ABOUT THIS TASK |
Repeat the entries that appear below, exactly as they are given.
────────────────────
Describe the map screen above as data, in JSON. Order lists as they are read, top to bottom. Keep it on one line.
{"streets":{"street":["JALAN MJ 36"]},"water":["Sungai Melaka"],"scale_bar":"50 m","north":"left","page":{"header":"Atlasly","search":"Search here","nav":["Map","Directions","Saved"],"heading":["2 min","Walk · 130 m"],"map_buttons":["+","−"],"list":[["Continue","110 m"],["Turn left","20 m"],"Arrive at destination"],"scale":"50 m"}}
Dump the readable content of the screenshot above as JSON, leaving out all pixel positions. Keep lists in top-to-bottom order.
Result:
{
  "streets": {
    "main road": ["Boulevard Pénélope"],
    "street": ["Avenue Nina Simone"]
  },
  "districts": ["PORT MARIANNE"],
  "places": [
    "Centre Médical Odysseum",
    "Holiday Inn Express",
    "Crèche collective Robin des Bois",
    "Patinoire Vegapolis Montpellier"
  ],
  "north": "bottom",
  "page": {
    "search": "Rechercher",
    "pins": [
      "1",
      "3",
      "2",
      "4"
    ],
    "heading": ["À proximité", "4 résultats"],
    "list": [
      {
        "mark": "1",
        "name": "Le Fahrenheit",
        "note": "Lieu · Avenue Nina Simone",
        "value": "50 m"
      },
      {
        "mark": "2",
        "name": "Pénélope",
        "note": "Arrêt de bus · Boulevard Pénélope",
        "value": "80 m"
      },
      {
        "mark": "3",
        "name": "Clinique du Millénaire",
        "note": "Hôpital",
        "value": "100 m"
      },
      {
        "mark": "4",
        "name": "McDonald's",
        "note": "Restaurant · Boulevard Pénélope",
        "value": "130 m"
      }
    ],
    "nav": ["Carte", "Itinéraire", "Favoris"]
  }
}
────────────────────
WRITTEN ANSWER |
Describe the map screen above as data, in JSON. Order lists as they are read, top to bottom. Keep it on one line.
{"streets":{"street":["JALAN MJ 36"]},"water":["Sungai Melaka"],"scale_bar":"50 m","north":"left","page":{"header":"Atlasly","search":"Search here","nav":["Map","Directions","Saved"],"heading":["2 min","Walk · 130 m"],"map_buttons":["+","−"],"list":[["Continue","110 m"],["Turn left","20 m"],"Arrive at destination"],"scale":"50 m"}}
Dump the readable content of the screenshot above as JSON, leaving out all pixel positions. Keep lists in top-to-bottom order.
Result:
{
  "streets": {
    "main road": ["Boulevard Pénélope"],
    "street": ["Avenue Nina Simone"]
  },
  "districts": ["PORT MARIANNE"],
  "places": [
    "Centre Médical Odysseum",
    "Holiday Inn Express",
    "Crèche collective Robin des Bois",
    "Patinoire Vegapolis Montpellier"
  ],
  "north": "bottom",
  "page": {
    "search": "Rechercher",
    "pins": [
      "1",
      "3",
      "2",
      "4"
    ],
    "heading": ["À proximité", "4 résultats"],
    "list": [
      {
        "mark": "1",
        "name": "Le Fahrenheit",
        "note": "Lieu · Avenue Nina Simone",
        "value": "50 m"
      },
      {
        "mark": "2",
        "name": "Pénélope",
        "note": "Arrêt de bus · Boulevard Pénélope",
        "value": "80 m"
      },
      {
        "mark": "3",
        "name": "Clinique du Millénaire",
        "note": "Hôpital",
        "value": "100 m"
      },
      {
        "mark": "4",
        "name": "McDonald's",
        "note": "Restaurant · Boulevard Pénélope",
        "value": "130 m"
      }
    ],
    "nav": ["Carte", "Itinéraire", "Favoris"]
  }
}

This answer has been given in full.